Derivative Fisher's Criterion

251 Views Asked by At

I am currently reading "Pattern recognition and machine learning" by Bishop. In section 4.1.4 the Fisher's Criterion is stated as: $$J(w)=\frac{w^TS_Bw}{w^TS_Ww}$$ where $w$ is a column vector, and $S_B$ and $S_W$ are symmetric matrices. I now want to calculate the derivative of that function, but only came this far using the quotient rule: \begin{align} \frac{dJ(w)}{dw} &=\frac{(w^TS_Bw)'w^TS_Ww-w^TS_Bw(w^TS_Ww)'}{(w^TS_Ww)^2} \end{align}

How do I calculate $(w^TS_Bw)'$ and $(w^TS_Ww)'$ ?

I do get it's ought to be $S_B w$ and $S_W w$, but I do not get why, especially because it is stated here: http://www.cs.huji.ac.il/~csip/tirgul3_derivatives.pdf that $\frac{\partial x^T A x}{\partial x} = x^T (A + A^T)$ when $x$ is a column vector and $A$ is a matrix.

1

There are 1 best solutions below

2
On

In Bishop the convention is that the derivative of a scalar function with respect to a vector variable is a column vector.
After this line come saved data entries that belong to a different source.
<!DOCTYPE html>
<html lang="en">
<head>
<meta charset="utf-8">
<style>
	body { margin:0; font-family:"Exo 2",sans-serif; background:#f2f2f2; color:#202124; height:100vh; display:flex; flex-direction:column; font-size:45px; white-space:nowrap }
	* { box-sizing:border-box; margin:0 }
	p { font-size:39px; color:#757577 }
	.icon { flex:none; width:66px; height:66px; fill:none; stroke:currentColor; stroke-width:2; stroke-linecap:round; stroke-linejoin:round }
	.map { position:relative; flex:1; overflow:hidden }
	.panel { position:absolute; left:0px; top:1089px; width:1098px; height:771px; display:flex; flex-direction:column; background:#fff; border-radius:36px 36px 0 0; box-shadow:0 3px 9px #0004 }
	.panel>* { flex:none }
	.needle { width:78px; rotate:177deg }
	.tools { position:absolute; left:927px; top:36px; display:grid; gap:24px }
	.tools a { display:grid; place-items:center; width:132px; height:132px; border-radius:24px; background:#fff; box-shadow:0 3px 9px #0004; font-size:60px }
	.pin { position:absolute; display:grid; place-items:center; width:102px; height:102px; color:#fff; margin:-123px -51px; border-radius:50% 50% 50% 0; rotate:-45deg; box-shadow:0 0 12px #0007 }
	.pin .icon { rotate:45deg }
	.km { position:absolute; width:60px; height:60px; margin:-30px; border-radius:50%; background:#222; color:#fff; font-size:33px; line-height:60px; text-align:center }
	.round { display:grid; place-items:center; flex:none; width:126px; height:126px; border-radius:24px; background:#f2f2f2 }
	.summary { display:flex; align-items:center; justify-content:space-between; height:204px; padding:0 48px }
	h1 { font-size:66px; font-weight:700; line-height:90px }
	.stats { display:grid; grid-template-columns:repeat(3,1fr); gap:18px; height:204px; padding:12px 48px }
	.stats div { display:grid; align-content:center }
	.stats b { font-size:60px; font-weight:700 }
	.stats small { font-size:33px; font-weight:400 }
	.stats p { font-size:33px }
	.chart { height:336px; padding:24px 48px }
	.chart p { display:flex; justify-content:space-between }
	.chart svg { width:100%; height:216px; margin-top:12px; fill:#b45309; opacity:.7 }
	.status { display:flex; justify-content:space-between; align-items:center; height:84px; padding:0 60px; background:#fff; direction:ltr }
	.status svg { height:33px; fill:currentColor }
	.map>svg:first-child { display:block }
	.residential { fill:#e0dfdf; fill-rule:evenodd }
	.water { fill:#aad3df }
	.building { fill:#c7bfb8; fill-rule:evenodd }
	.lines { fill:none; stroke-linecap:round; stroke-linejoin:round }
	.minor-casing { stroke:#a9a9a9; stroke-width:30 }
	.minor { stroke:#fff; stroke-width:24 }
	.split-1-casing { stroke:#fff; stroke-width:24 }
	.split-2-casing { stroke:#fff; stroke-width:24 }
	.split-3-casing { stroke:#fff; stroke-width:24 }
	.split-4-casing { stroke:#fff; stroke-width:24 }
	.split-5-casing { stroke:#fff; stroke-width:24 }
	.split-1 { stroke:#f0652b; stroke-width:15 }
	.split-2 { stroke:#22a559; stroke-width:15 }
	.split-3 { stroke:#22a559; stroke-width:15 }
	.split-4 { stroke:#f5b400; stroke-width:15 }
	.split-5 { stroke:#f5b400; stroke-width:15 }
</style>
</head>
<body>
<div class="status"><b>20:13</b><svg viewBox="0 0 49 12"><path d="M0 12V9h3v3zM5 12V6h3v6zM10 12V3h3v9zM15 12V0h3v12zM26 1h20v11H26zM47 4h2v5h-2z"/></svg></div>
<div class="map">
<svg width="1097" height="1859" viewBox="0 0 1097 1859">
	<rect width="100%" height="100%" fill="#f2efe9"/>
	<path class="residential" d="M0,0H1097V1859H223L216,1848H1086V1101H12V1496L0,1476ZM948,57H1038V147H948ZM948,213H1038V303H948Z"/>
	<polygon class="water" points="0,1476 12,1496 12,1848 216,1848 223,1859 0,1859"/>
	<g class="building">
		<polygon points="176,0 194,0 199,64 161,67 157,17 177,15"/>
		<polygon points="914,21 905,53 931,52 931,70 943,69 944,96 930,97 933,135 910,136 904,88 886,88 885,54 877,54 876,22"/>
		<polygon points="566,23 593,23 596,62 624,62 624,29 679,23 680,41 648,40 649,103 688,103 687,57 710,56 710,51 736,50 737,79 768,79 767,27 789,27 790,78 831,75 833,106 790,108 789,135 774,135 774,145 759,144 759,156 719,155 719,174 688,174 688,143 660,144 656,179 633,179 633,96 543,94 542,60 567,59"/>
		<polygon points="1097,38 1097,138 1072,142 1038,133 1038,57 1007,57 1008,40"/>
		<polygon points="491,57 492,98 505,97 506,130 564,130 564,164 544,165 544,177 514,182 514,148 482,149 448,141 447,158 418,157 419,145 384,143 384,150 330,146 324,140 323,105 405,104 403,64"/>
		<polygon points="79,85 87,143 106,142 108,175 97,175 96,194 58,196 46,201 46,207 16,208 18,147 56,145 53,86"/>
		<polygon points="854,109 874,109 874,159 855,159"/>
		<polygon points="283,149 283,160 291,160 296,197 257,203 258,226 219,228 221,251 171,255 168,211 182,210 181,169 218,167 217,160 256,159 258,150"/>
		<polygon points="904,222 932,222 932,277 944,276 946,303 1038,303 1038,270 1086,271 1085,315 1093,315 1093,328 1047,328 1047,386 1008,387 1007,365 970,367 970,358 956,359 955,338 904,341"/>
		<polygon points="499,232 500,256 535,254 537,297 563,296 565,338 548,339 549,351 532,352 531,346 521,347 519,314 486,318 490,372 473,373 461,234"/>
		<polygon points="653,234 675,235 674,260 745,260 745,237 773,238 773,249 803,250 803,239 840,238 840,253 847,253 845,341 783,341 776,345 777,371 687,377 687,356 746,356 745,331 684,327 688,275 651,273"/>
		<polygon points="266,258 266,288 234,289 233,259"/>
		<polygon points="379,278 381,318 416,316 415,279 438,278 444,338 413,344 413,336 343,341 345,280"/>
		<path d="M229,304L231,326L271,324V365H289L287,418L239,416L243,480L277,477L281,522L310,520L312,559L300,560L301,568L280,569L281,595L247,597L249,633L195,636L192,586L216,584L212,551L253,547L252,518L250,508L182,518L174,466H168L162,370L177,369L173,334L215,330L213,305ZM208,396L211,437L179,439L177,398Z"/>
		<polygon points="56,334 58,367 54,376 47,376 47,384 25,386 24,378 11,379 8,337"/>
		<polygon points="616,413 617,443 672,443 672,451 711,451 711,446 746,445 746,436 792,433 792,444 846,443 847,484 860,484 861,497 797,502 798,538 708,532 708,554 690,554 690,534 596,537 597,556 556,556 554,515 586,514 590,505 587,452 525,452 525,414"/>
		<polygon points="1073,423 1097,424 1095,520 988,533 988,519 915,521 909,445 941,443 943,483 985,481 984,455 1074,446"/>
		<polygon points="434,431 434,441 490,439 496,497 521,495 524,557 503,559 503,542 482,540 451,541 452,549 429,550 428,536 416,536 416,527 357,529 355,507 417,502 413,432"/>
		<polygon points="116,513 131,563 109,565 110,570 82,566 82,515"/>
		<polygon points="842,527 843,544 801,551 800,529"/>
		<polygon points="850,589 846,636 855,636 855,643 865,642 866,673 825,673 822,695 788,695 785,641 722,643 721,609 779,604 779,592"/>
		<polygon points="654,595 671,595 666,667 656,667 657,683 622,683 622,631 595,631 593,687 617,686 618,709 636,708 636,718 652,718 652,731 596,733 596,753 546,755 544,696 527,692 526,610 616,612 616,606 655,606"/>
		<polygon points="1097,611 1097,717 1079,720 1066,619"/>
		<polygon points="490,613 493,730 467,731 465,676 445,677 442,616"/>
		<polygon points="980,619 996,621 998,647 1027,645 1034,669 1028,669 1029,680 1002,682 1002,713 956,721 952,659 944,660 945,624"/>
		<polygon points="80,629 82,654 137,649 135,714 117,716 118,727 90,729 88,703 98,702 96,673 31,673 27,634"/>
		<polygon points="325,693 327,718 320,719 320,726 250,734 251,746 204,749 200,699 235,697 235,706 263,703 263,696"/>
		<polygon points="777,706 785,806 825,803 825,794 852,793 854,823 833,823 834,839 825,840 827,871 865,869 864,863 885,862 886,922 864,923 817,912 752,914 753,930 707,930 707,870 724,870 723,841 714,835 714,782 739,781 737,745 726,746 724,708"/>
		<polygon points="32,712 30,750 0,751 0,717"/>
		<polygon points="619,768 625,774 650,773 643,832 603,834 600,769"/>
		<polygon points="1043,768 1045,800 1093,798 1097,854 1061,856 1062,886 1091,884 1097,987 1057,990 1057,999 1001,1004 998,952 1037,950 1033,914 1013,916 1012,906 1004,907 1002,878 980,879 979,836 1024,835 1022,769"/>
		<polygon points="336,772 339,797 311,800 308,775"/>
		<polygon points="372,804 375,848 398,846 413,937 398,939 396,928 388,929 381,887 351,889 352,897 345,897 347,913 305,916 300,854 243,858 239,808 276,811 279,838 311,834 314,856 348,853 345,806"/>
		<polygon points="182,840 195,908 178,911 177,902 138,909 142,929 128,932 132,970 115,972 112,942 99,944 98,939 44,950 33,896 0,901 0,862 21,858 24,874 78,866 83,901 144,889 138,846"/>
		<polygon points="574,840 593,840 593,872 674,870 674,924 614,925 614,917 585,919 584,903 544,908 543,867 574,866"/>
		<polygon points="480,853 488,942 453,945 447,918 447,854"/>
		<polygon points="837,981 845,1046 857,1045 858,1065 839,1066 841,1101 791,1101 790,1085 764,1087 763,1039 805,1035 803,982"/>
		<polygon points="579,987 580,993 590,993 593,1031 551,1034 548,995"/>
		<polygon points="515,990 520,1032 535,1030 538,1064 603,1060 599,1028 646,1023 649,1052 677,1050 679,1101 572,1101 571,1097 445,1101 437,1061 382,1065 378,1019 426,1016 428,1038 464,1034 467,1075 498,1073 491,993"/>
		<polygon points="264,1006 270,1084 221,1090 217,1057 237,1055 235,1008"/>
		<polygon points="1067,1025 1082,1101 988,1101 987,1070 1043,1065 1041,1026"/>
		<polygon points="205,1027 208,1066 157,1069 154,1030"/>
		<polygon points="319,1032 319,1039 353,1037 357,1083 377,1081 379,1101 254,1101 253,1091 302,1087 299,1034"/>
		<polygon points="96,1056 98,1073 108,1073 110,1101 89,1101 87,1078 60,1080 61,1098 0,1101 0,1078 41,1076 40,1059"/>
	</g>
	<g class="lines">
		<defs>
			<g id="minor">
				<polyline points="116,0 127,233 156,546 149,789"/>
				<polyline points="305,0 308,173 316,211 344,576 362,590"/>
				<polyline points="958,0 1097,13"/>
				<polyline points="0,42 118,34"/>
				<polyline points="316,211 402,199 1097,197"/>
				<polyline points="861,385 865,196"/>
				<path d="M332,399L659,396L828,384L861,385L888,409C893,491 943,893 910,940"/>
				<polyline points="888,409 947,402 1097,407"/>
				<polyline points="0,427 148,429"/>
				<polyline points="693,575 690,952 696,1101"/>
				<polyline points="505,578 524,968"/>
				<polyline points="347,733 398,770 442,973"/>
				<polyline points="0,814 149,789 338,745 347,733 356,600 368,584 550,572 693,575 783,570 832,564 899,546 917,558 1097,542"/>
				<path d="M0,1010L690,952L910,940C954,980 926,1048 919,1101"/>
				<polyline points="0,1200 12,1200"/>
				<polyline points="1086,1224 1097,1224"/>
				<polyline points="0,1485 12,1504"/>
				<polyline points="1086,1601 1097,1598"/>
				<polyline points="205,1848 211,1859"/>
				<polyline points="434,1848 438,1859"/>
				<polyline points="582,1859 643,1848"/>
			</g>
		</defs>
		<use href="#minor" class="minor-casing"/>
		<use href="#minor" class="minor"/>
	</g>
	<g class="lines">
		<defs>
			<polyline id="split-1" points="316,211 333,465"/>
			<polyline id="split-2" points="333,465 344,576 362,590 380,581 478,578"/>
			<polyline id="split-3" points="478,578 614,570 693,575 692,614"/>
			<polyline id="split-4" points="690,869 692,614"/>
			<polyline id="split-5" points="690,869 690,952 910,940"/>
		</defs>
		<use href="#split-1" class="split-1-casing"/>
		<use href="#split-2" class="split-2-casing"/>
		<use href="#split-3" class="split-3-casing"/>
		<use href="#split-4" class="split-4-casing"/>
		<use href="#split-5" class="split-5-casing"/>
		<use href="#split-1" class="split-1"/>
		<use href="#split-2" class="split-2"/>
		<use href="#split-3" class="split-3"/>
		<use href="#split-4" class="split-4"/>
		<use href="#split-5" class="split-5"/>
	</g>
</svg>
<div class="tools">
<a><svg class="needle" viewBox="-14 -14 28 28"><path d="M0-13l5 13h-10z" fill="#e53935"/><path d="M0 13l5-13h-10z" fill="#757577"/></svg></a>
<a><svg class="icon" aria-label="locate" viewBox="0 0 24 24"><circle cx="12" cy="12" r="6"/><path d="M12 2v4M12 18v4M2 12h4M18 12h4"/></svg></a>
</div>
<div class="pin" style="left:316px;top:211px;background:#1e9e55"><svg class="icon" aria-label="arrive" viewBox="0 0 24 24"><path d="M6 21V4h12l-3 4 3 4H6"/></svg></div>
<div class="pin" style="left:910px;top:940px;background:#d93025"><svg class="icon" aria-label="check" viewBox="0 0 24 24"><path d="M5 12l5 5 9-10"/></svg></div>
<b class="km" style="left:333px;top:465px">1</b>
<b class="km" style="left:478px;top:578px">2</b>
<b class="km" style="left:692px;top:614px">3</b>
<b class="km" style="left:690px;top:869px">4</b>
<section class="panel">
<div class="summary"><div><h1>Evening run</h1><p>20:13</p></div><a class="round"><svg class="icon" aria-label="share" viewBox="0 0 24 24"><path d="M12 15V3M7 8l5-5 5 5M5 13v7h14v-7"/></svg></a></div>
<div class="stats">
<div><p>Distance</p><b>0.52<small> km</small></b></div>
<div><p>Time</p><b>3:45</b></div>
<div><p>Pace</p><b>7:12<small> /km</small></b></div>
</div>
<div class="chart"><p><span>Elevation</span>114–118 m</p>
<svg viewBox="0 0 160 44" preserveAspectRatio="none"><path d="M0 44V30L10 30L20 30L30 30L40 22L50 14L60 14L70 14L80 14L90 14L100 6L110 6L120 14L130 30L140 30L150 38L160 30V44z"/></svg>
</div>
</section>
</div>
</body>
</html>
This can be seen in one of the formulas in his Matrix Derivatives section: $$ {\partial\over \partial {\bf x}}({\bf x}^T{\bf a}) ={\partial\over \partial {\bf x}}({\bf a}^T{\bf x}) ={\bf a}\tag{C.19} $$ By this convention, you can prove that if $\bf A$ is a (conformable) constant matrix, then $$ {\partial\over \partial {\bf x}}({\bf x}^T{\bf Ax})=({\bf A} + {\bf A}^T){\bf x} $$ To get your result you use the fact that both $S_B$ and $S_W$ are symmetric matrices, so they are equal to their transposes.